Materials and methods
Animals
Adult male C57Bl/6J (Grk3+/+) and Grk3−/− mice (backbred to at least N10 prior to deposition at Jackson) were obtained from the Jackson Laboratory (Bar Harbor, ME, USA) and kept on a 12 h light-dark cycle with food and water available ad libitum. Experiments were approved by and performed in accordance with the guidelines of the Ethical Committee of Northern Stockholm, Sweden and the American Association for the Accreditation of Laboratory Animal Care. All efforts were made to minimize the number of animals used and their suffering. Throughout all types of experiments, mice were randomly selected from different groups to limit the impact of bias. Unless otherwise stated, the investigator was not blinded.
Behavioral testing
Learning and memory were assessed using the continuous alternations paradigm in the Y-maze (Grk3+/+ n = 19, Grk3−/− n = 20), novel object location memory (Grk3+/+ n = 12, Grk3−/− n = 14), novel object recognition (Grk3+/+ n = 13, Grk3−/− n = 13), rewarded alternations in the T-maze (Grk3+/+ n = 7, Grk3−/− n = 8), and the Morris Water Maze (Grk3+/+ n = 13, Grk3−/− n = 16). Anxiety was tested in the light-dark box (Grk3+/+ n = 13, Grk3−/− n = 13) and elevated-plus maze (Grk3+/+ n = 12, Grk3−/− n = 13). The open-field paradigm was used to assess locomotion, rearing and center activity (Grk3+/+ n = 20, Grk3−/− n = 25). Psychosis-like phenotypes were examined using novelty-induced hypermotility (Grk3+/+ n = 20, Grk3−/− n = 25), prepulse inhibition (PPI) (Grk3+/+ n = 19, Grk3−/− n = 20; vehicle n = 8 and IL-1β n = 9), and D-amphetamine-induced hypermotility (Grk3+/+ sal n = 7, Grk3+/+ D-amph n = 13 Grk3−/− sal n = 8, Grk3−/− D-amph n = 17). For details see Supplementary Information and Supplementary Table S1.
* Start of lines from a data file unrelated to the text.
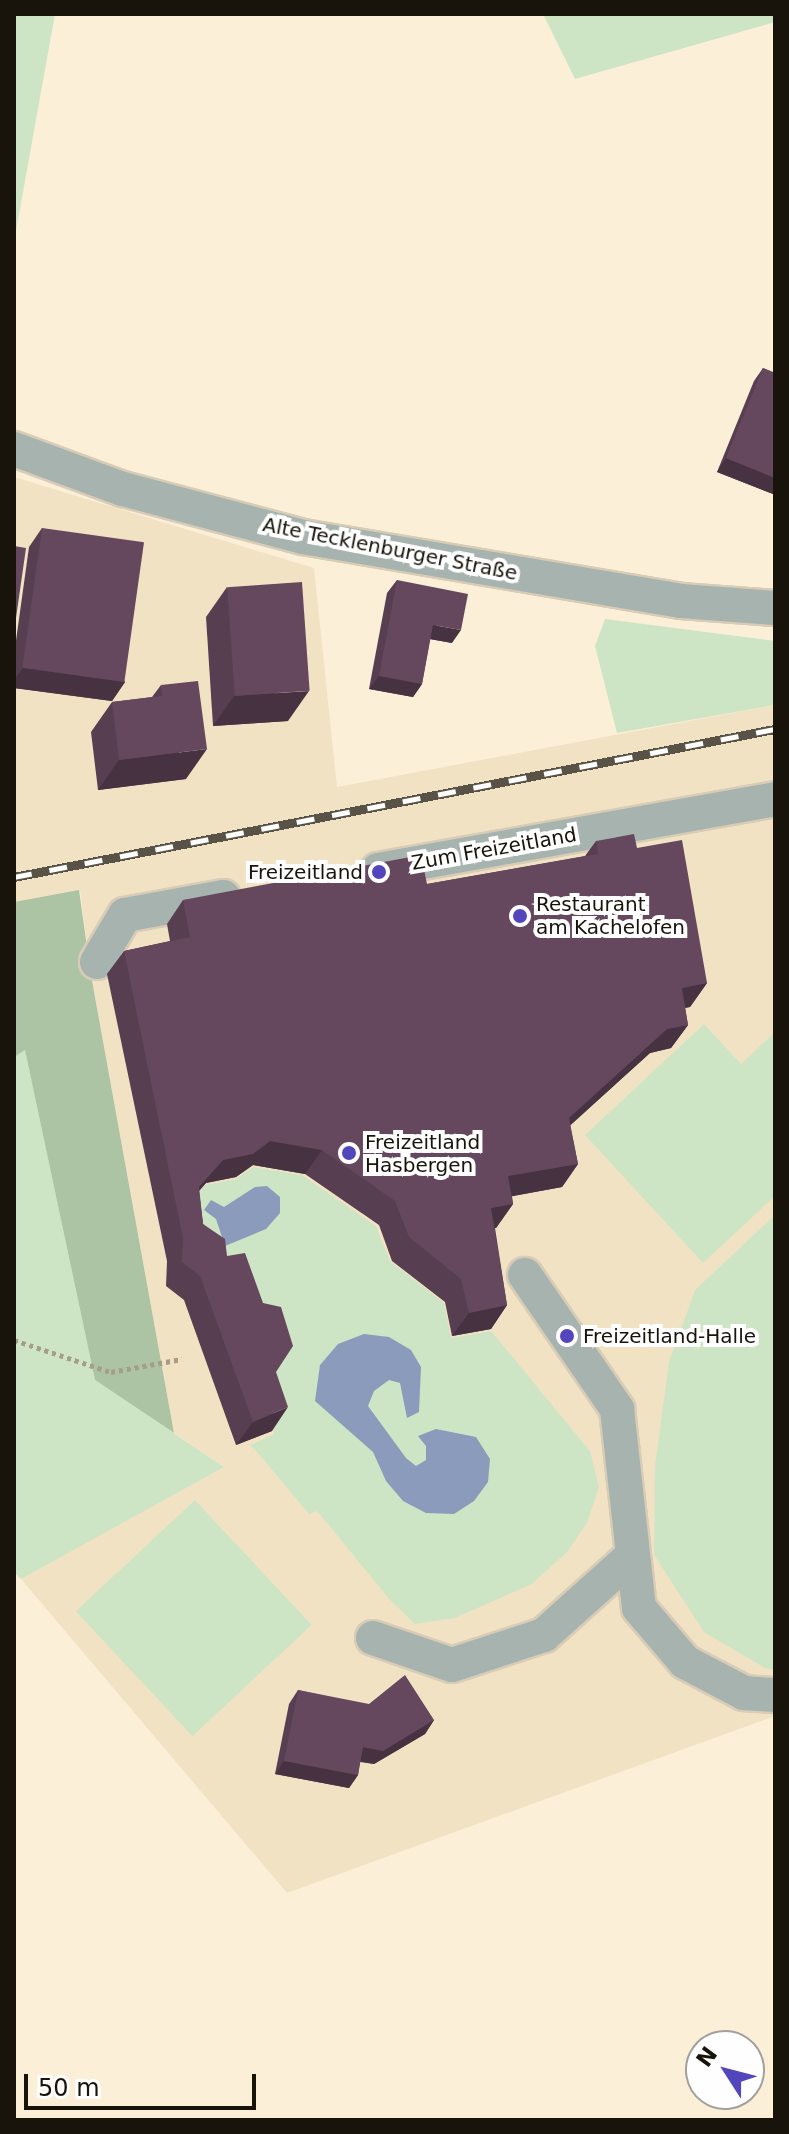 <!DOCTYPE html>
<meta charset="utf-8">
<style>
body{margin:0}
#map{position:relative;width:789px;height:2134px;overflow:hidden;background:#fcefd8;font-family:"DejaVu Sans",sans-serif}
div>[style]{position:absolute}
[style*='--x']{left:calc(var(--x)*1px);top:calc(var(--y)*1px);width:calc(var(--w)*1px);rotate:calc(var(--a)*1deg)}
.built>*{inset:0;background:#f2e2c4}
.green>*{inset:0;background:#cee5c5;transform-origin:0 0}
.forest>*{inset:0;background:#acc4a3}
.water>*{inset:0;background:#8b9bbc}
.path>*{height:5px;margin-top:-2.5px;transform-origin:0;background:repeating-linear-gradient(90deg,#a69c8b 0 4px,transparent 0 8px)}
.roads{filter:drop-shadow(2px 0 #d8ccb7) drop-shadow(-2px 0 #d8ccb7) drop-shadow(0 2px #d8ccb7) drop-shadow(0 -2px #d8ccb7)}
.minor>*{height:34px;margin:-17px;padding:0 17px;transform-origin:17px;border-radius:17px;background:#a7b3ae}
.rail>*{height:9px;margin-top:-4.5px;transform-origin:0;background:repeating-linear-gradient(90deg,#fefefe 0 18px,#595246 0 36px);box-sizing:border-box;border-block:2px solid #595246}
.wall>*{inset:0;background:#573e51}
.shaded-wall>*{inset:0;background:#473242}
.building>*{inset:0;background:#65485e;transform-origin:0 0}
.dots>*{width:22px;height:22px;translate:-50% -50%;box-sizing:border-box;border:4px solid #fefefe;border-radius:50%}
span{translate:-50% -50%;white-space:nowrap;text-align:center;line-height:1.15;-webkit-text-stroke:8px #fefefe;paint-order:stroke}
.street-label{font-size:20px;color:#18140c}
.poi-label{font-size:20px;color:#18140c}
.right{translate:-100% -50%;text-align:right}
.left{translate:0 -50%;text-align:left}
.frame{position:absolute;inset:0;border:16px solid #18140c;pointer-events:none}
.north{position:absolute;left:685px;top:2030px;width:80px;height:80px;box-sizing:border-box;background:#fefefe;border:2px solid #a2a09d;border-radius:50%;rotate:306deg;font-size:22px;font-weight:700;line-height:32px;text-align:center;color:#18140c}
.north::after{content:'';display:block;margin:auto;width:28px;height:36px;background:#5346bd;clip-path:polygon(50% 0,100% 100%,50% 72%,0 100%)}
.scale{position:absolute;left:24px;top:2074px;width:232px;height:36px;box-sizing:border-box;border:4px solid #18140c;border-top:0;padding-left:10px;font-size:24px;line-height:28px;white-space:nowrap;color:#18140c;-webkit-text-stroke:6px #fefefe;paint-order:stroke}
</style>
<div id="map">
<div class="built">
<div style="clip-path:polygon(14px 477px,314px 568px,337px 787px,775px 705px,775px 1716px,287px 1893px,21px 1579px,223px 1466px,174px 1433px,91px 975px,80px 891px,14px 902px)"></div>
</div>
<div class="green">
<div style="clip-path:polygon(14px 14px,55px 14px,14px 242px)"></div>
<div style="clip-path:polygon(543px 14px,775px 14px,775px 22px,575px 79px)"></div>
<div style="clip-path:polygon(605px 619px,775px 641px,775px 705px,617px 733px,595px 646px)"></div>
<div style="clip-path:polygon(704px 1024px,741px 1064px,775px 1032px,775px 1196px,703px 1263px,585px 1135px)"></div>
<div style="clip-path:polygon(25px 1049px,95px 1380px,224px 1467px,21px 1579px,14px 1572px,14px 1057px)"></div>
<div style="clip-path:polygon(253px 1167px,302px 1175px,376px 1226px,390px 1261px,444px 1303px,451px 1338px,491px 1331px,590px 1451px,599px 1487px,587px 1523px,567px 1552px,532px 1584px,455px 1618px,415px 1624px,391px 1601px,317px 1511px,309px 1514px,251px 1445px,274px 1434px,261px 1394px,184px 1210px,205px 1185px,236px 1179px)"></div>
<div style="clip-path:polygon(775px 1215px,775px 1670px,765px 1668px,704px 1632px,654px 1555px,655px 1466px,669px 1362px,695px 1290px)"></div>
<div style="left:195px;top:1500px;width:171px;height:163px;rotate:47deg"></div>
</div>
<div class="forest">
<div style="clip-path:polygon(79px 890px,91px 975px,174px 1433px,95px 1380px,25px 1050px,14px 1057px,14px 902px)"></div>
</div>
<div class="water">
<div style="clip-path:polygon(267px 1186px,280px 1197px,280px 1213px,266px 1229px,225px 1246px,216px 1219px,204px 1210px,211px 1200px,224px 1207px,255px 1187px)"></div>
<div style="clip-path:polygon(364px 1334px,389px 1337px,411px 1350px,421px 1367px,419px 1412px,407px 1418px,400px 1383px,389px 1380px,374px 1391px,368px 1406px,406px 1458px,416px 1466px,426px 1460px,426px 1446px,418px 1436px,436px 1429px,476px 1437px,490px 1459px,488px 1482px,474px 1501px,454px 1514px,426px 1513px,403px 1501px,386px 1481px,373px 1452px,315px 1401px,320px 1365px,338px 1344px)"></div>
</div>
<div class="path">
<div style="--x:14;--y:1340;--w:102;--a:18.3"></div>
<div style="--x:111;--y:1372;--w:72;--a:-10.4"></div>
</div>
<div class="roads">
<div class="minor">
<div style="--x:14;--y:449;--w:116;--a:20.2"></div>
<div style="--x:123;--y:489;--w:186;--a:14.9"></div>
<div style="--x:303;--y:537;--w:383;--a:9.6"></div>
<div style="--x:681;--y:601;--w:94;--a:4.3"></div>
<div style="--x:378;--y:870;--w:403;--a:-10.1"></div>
<div style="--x:97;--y:962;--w:55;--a:-59.2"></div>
<div style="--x:125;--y:915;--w:100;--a:-10.4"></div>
<div style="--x:525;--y:1275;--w:163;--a:55.5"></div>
<div style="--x:617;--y:1409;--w:200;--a:83.7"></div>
<div style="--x:639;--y:1608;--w:71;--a:49.6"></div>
<div style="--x:685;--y:1662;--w:67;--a:27.7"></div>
<div style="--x:744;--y:1693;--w:31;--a:4"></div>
<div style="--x:373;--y:1638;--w:83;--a:18.9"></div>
<div style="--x:452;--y:1665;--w:97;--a:-18.1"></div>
<div style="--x:544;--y:1635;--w:117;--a:-41.9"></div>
</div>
</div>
<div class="rail">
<div style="--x:14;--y:877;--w:775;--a:-11.01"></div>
</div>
<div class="wall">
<div style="clip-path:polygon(763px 368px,775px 373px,775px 492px,773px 494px,717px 472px,754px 381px)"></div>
<div style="clip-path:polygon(42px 528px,125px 682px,112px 701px,14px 688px,14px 655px,29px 547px)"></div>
<div style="clip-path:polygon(397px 580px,452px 643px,430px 639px,422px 684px,413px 697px,369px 689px,387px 593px)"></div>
<div style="clip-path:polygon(227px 587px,288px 721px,213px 726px,206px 617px)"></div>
<div style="clip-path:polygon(161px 685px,186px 779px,98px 790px,91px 732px,112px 702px,152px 697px)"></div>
<div style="clip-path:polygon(596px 841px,637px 848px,707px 983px,690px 1007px,685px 1008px,688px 1025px,671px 1048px,650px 1053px,570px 1125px,578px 1164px,562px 1187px,512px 1196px,513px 1204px,496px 1228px,495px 1228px,507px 1305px,491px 1329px,452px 1336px,445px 1302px,392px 1261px,379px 1225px,305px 1174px,253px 1165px,236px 1177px,206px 1183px,199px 1191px,203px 1224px,227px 1256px,276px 1372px,272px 1431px,236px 1445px,184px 1300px,166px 1286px,167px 1261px,107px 974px,124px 951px,170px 941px,167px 924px,183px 900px,427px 884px,585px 856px)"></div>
<div style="clip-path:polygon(298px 1690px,434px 1720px,425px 1734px,374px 1764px,360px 1762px,358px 1775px,349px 1788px,275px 1774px,289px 1704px)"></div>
</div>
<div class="shaded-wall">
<div style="clip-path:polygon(726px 458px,775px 478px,775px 492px,773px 494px,717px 472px)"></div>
<div style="clip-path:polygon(433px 625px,461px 630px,452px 643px,424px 638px)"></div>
<div style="clip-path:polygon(23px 668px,125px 682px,112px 701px,14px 688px,14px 680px)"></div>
<div style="clip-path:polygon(379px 676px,422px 684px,413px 697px,369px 689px)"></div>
<div style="clip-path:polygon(309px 691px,288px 721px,213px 726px,234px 696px)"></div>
<div style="clip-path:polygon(207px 749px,186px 779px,98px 790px,119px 760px)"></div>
<div style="clip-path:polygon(707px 983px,690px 1007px,665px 1011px,682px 988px)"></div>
<div style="clip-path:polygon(688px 1025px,671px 1048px,650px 1053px,552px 1142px,569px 1118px,667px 1029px)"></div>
<div style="clip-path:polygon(270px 1141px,322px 1150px,305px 1174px,253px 1165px,236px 1177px,206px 1183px,182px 1210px,199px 1187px,223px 1160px)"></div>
<div style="clip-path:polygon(578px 1164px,562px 1187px,492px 1200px,508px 1176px)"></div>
<div style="clip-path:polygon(513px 1204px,496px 1228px,475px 1231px,491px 1208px)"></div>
<div style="clip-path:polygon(507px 1305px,491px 1329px,452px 1336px,469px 1313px)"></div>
<div style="clip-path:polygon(288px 1407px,272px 1431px,236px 1445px,253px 1422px)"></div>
<div style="clip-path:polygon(434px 1720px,425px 1734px,374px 1764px,353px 1760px,363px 1747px)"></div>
<div style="clip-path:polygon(284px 1761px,358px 1775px,349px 1788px,275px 1774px)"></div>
</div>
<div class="building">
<div style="clip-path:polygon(763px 368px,775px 373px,775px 478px,726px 458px)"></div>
<div style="left:42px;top:528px;width:103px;height:141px;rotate:8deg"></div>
<div style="clip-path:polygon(14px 546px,26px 548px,14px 632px)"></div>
<div style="clip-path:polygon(397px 580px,468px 594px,461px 630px,433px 625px,422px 684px,379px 676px)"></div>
<div style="left:302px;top:582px;width:109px;height:75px;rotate:86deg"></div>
<div style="clip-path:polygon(198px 681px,207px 749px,119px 760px,112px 702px,162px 696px,161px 685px)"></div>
<div style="clip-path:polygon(634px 834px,637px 848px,682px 840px,707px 983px,682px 988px,688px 1025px,667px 1029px,569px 1118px,578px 1164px,508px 1176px,513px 1204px,491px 1208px,507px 1305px,469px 1313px,461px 1279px,409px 1237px,395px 1201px,322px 1150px,270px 1141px,253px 1154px,223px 1160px,199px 1187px,203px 1224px,225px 1239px,227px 1256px,245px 1253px,263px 1303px,281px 1307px,293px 1346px,276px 1372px,288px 1407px,253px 1422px,200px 1276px,182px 1262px,183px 1238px,124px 951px,190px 937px,183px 900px,421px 855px,427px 884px,598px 854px,596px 841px)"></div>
<div style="clip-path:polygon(405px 1675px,434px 1720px,383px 1751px,363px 1747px,358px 1775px,284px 1761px,298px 1690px,369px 1704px)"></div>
</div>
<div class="dots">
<div style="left:379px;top:872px;background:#5346bd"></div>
<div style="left:520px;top:916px;background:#5346bd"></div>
<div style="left:349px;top:1153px;background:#5346bd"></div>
<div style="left:567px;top:1336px;background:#5346bd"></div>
</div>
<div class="street-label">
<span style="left:390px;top:549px;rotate:11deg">Alte Tecklenburger Straße</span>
<span style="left:494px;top:849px;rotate:-10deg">Zum Freizeitland</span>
</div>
<div class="poi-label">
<span class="right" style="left:363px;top:872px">Freizeitland</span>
<span class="left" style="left:536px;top:916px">Restaurant<br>am Kachelofen</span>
<span class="left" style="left:365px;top:1154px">Freizeitland<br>Hasbergen</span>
<span class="left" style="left:583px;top:1336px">Freizeitland-Halle</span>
</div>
<div class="frame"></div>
<div class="north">N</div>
<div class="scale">50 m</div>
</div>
Analysis of striatal dopamine and hippocampal kynurenic acid (KYNA)
Probe implantation and dialysis procedures for dopamine analysis in mice were similar to those previously described [29]. Analysis of KYNA (Grk3+/+ n = 8, Grk3−/− n = 7), by HPLC with fluorescence detection, and dopamine (Grk3+/+ n = 5, Grk3−/− n = 5), by HPLC coupled to electrochemical detection, was performed as previously described [30, 31]. For details see Supplementary Information.
Intracerebroventricular interleukin (IL)-1β infusion
IL-1β (0.5 ng) or vehicle was infused intracerebroventricularly (ICV) in wildtype C57Bl/6J mice over 8 min (4 μl infusion volume) plus 5 min to minimize backflow (vehicle n = 8 and IL-1β n = 9). Mice recovered in their home cage and were sacrificed 6 h post-infusion. Brain tissues were harvested and stored at −80 °C. For ICV IL-1β behavioral experiments (vehicle n = 8 and IL-1β n = 9), surgery was performed as described previously [32]. For details see Supplementary Information.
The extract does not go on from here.